# Material provided

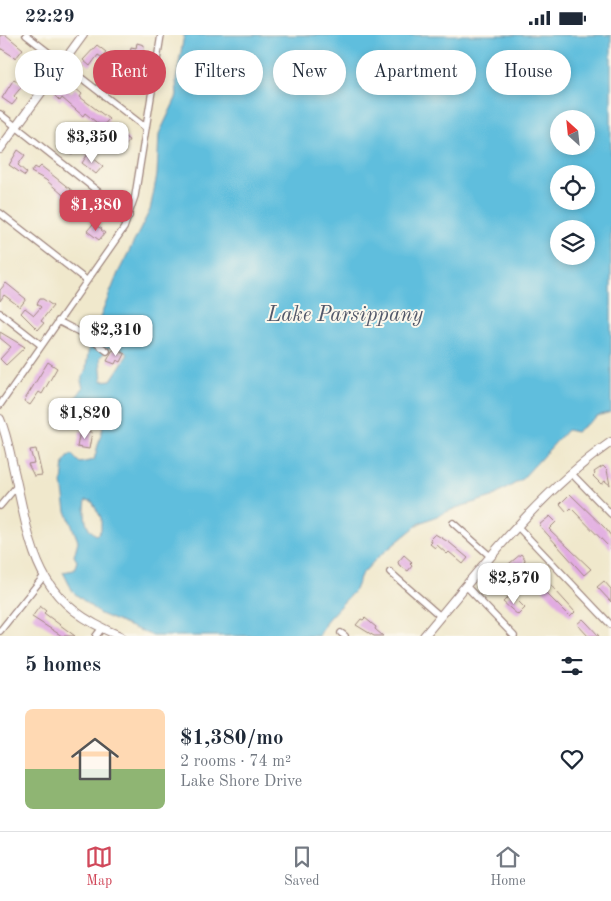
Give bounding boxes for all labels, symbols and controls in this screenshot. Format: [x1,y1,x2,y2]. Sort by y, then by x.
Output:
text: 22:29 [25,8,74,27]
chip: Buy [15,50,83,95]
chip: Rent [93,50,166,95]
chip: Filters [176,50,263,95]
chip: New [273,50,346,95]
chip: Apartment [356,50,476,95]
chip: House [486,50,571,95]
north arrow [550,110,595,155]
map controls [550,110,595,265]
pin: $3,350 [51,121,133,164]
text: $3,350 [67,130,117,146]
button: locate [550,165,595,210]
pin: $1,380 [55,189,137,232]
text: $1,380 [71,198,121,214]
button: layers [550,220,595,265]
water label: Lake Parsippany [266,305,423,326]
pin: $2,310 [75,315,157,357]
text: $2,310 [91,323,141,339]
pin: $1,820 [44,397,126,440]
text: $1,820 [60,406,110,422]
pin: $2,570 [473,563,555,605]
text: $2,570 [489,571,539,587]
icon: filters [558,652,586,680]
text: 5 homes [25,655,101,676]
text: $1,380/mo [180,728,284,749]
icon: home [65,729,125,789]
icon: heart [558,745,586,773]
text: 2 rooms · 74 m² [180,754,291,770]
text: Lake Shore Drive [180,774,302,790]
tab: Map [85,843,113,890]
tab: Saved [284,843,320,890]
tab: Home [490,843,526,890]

==

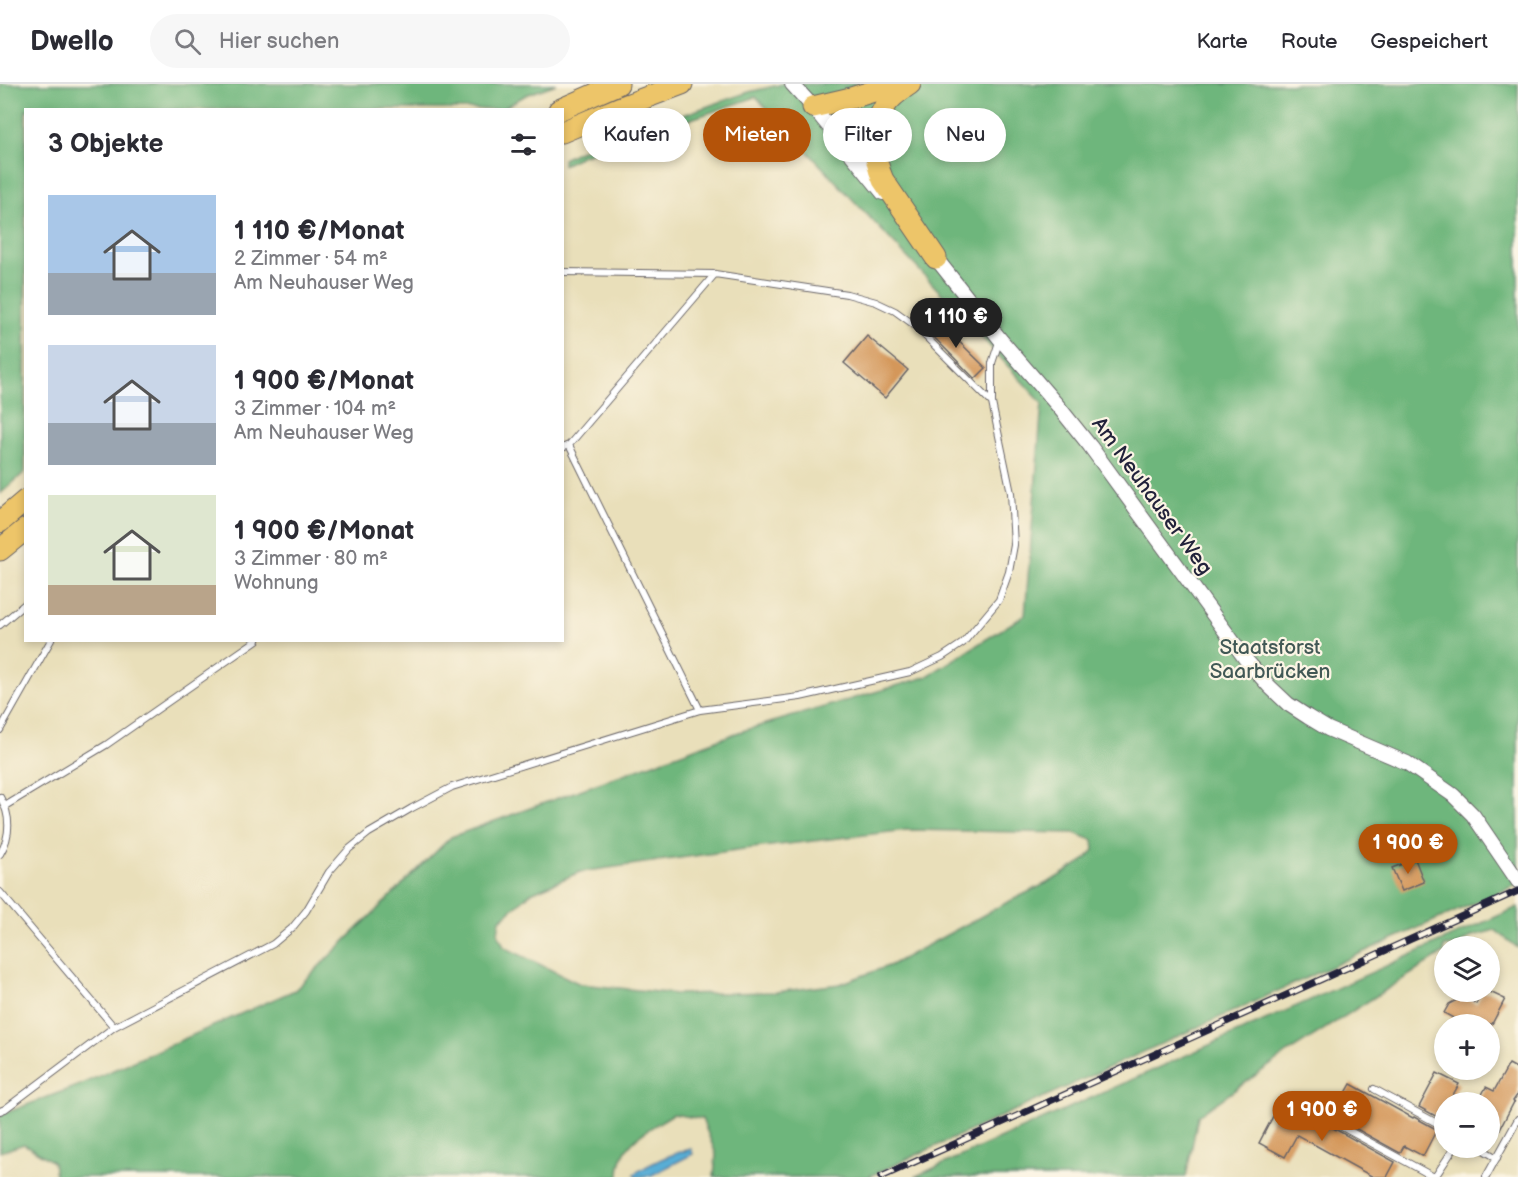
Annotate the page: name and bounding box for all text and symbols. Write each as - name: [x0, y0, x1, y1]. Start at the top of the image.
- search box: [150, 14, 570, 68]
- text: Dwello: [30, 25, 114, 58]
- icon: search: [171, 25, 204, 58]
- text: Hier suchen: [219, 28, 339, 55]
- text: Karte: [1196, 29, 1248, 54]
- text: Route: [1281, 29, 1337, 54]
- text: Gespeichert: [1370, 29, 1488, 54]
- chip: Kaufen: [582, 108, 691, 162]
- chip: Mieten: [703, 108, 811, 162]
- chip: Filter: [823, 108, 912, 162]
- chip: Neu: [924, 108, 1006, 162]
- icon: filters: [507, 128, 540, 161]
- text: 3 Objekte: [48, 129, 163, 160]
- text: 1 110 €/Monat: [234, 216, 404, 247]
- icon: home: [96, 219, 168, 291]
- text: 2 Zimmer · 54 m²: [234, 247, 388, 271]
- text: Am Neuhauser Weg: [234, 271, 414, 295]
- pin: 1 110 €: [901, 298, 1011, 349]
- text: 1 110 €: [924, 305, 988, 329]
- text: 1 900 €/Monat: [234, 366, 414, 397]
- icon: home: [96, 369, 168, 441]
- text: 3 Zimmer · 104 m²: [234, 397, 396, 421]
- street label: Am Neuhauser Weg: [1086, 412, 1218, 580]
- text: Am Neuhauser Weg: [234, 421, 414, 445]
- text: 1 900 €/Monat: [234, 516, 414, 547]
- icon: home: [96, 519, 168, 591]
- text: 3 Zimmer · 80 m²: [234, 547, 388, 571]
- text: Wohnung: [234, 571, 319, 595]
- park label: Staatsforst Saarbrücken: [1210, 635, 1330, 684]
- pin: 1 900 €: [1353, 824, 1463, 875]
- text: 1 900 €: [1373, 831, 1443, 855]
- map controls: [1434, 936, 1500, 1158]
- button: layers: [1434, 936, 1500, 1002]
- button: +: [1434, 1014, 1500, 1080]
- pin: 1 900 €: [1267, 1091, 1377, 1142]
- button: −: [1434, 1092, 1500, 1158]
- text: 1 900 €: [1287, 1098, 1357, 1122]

# Required action
Only the lines that contain the string "Lake" are to be copied from the records.

# Task answer
water label: Lake Parsippany [266,305,423,326]
text: Lake Shore Drive [180,774,302,790]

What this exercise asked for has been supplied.